-------- SUPPLIED DATA --------
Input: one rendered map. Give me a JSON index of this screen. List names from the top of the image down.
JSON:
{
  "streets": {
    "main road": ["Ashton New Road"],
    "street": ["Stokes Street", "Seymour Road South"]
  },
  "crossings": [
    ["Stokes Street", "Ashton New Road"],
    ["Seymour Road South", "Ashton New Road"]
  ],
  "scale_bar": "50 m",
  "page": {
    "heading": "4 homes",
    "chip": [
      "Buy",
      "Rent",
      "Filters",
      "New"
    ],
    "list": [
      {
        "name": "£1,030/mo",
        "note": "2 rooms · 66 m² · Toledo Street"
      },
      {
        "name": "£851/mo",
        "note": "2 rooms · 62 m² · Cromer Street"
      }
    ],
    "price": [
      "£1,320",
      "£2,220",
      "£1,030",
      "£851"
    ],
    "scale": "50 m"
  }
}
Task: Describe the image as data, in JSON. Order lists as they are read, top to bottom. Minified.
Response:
--------
-------- SUPPLIED DATA --------
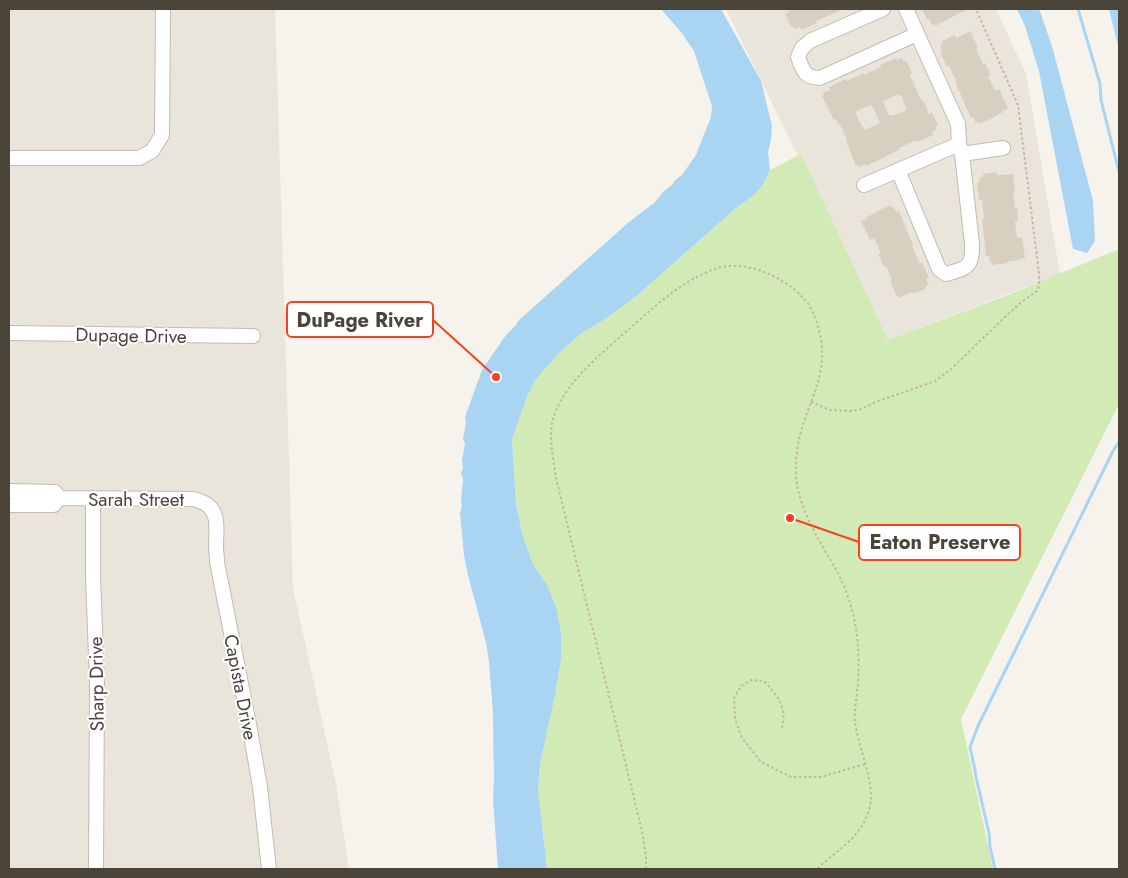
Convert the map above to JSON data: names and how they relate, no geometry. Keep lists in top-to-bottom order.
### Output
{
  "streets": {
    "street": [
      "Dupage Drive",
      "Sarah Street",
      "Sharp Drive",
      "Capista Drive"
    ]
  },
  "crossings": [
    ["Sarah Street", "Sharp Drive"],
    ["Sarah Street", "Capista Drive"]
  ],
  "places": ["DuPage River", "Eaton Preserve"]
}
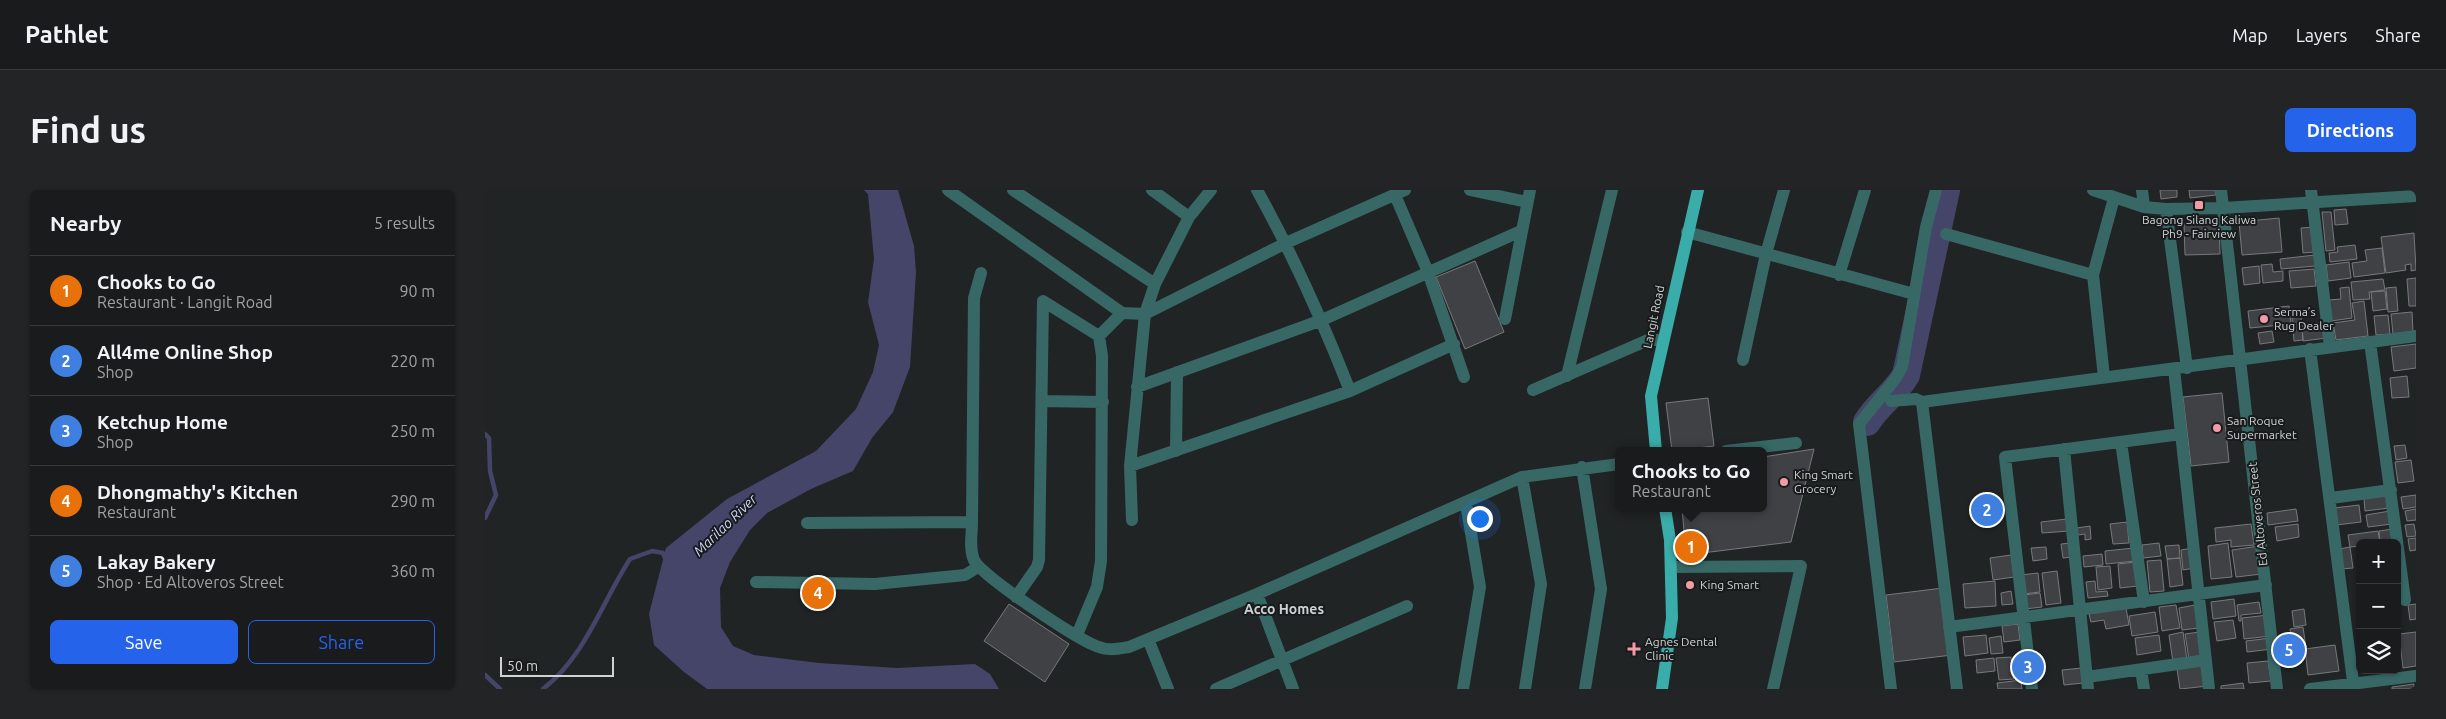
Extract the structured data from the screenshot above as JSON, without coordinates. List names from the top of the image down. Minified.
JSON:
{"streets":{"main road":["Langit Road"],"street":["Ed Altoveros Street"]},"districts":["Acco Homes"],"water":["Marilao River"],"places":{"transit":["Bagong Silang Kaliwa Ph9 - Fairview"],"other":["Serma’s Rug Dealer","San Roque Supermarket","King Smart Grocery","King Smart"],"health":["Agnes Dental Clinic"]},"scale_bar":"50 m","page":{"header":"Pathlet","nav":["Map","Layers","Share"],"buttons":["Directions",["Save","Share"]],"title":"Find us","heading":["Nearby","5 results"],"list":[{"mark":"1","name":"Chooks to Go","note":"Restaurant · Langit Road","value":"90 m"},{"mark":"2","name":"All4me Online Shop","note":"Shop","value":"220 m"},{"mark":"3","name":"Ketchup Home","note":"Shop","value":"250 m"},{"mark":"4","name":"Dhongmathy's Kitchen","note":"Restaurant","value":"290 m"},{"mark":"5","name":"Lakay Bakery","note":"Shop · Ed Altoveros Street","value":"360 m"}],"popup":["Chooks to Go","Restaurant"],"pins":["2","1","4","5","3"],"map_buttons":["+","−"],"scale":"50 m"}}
--------
▸ **WHAT YOU NEED TO DO**
Pick every line of the data that includes the string "bottom".

▸ **SOLUTION TO THIS EXERCISE**
Task: Describe the image as data, in JSON. Order lists as they are read, top to bottom. Minified.
Convert the map above to JSON data: names and how they relate, no geometry. Keep lists in top-to-bottom order.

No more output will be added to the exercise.